Monday, 30 September 2013

Renewable electricity sites mapped

Interactive maps of UK renewable electricity generating sites are published by the Department of Energy and Climate Change and RenewableUK. I've had a go at creating a slightly different style of interactive map with the DECC data, with circles sized in proportion to electricity generating capacity.

You can view one type of generation at a time by hovering over the legend. The north-south differences (for example in wind, hydro and solar generation) are striking but not completely surprising given the differences in climate and landscape.

The map uses D3 and Leaflet, and the code is based on this page by Mike Bostock.
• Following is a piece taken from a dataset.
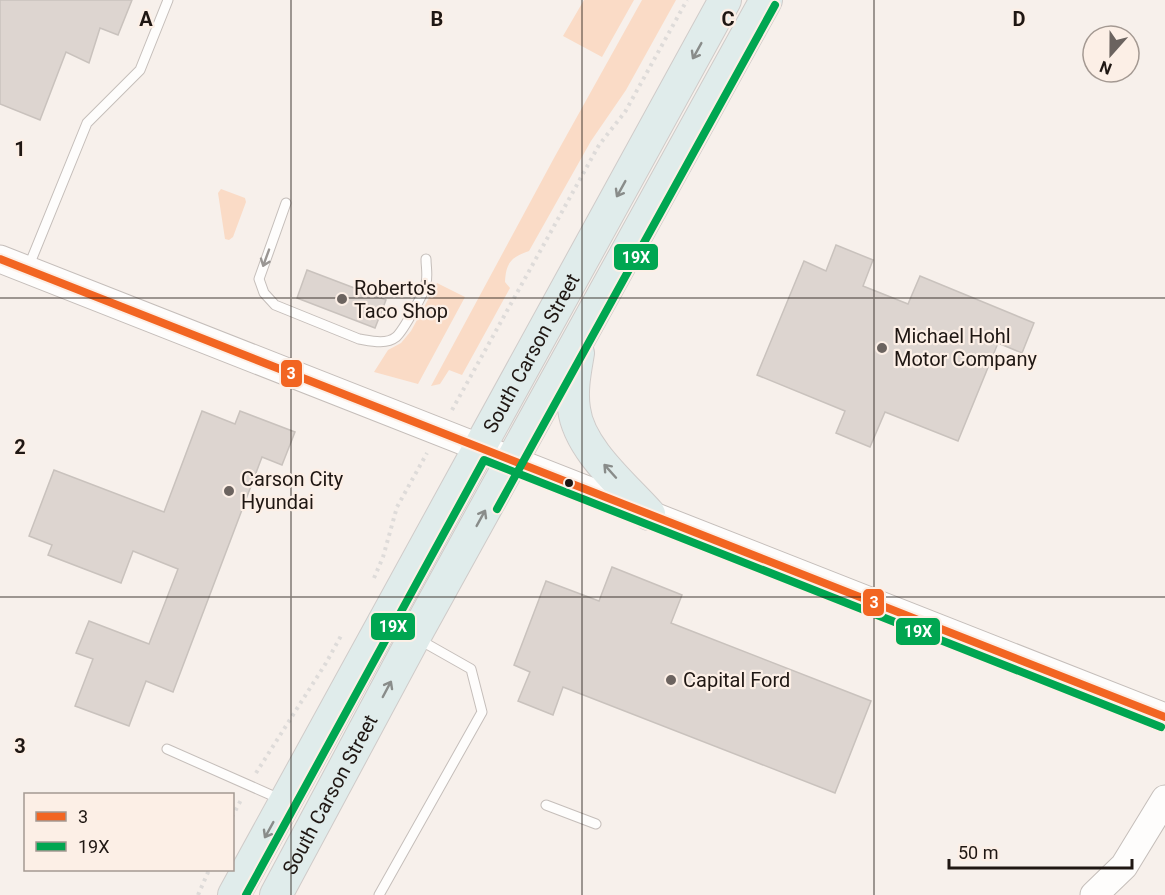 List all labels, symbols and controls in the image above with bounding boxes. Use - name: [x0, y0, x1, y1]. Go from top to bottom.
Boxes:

Thursday, 26 September 2013

A big list of Office for National Statistics publications

I've put together a categorised list of over 100 regularly-published Office for National Statistics releases, covering topics including the economy, demography, and health. It's hopefully helpful as a quick overview of the breadth of information that's published.

Monday, 23 September 2013

Sankey Diagrams

Sankey Diagrams are useful for showing flows, such as energy flows or movements of people. My favourite example is the Energy Flow Chart, produced annually by the UK's Department of Energy and Climate Change.
Versions of the chart going back to 1974 are available from the National Archives. It's interesting to see the shift from coal to gas and the reduction in energy consumption by industry over this period. Note that different units are used in the 1974 and 2012 charts; 1 toe equals approximately 397 therms (DUKES 2013 page 229). 
DUKES Annex H includes detailed flow charts for individual fuels.
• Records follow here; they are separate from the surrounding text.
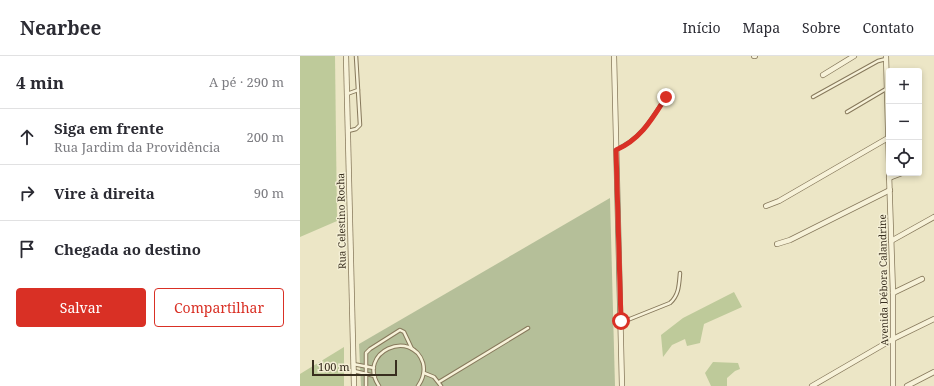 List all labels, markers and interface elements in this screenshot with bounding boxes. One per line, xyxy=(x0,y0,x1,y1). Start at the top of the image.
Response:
text: Nearbee xyxy=(20,15,101,41)
text: Início xyxy=(682,18,721,37)
text: Mapa xyxy=(743,18,780,37)
text: Sobre xyxy=(802,18,840,37)
text: Contato xyxy=(862,18,914,37)
map controls xyxy=(886,68,922,176)
button: + xyxy=(886,68,922,104)
text: 4 min xyxy=(16,71,64,94)
text: A pé · 290 m xyxy=(209,73,284,91)
route end xyxy=(657,88,675,106)
button: − xyxy=(886,104,922,140)
text: Siga em frente xyxy=(54,118,164,138)
icon: ahead xyxy=(16,126,38,148)
text: 200 m xyxy=(247,128,284,146)
text: Rua Jardim da Providência xyxy=(54,138,220,156)
button: locate xyxy=(886,140,922,176)
street label: Rua Celestino Rocha xyxy=(333,172,349,269)
icon: right xyxy=(16,182,38,204)
text: Vire à direita xyxy=(54,183,155,203)
text: 90 m xyxy=(254,184,284,202)
street label: Avenida Débora Calandrine xyxy=(875,214,891,346)
icon: arrive xyxy=(16,238,38,260)
text: Chegada ao destino xyxy=(54,239,201,259)
button: Salvar xyxy=(16,288,146,327)
button: Compartilhar xyxy=(154,288,284,327)
route start xyxy=(612,312,630,330)
scale bar xyxy=(312,358,397,377)
text: 100 m xyxy=(318,359,350,374)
There's an entire blog on Sankey diagrams at, which is useful for inspiration and for advice on design. The site includes a list of software for creating the diagrams.

The D3 Sankey plugin is fairly easy to use if you know some JavaScript; see Mike Bostock's example. The 2012 UK flow chart (above) was created in Adobe InDesign.

Friday, 20 September 2013

A map of the Welsh Index of Multiple Deprivation

I published a map of deprivation in Wales yesterday, using data from the Welsh Index of Multiple Deprivation 2011.
In my previous posts on deprivation maps, I have focused on the map design themselves rather than the important information that the maps contain. This is simply because I feel more qualified to comment on the presentation rather than the data itself.

Alasdair Rae's site on the Scottish index has an explanation page which is useful for gaining a better understanding of deprivation maps in general. The Welsh Government's WIMD 2011 page includes a guidance document which explains how the deprivation indices are calculated.

The Joseph Rowntree Foundation yesterday published a report on poverty and social exclusion in Wales.

Wednesday, 18 September 2013

World Development Indicators

World Development Indicators is a database compiled by the World Bank, containing 1289 indicators (by my count) in the categories of world view, people, environment, economy, states and markets, and global links. The database covers the world, regions, and countries, contains annual data, and is updated in April, July, September and December each year. Edit: There are also some updates between these dates; see here for details.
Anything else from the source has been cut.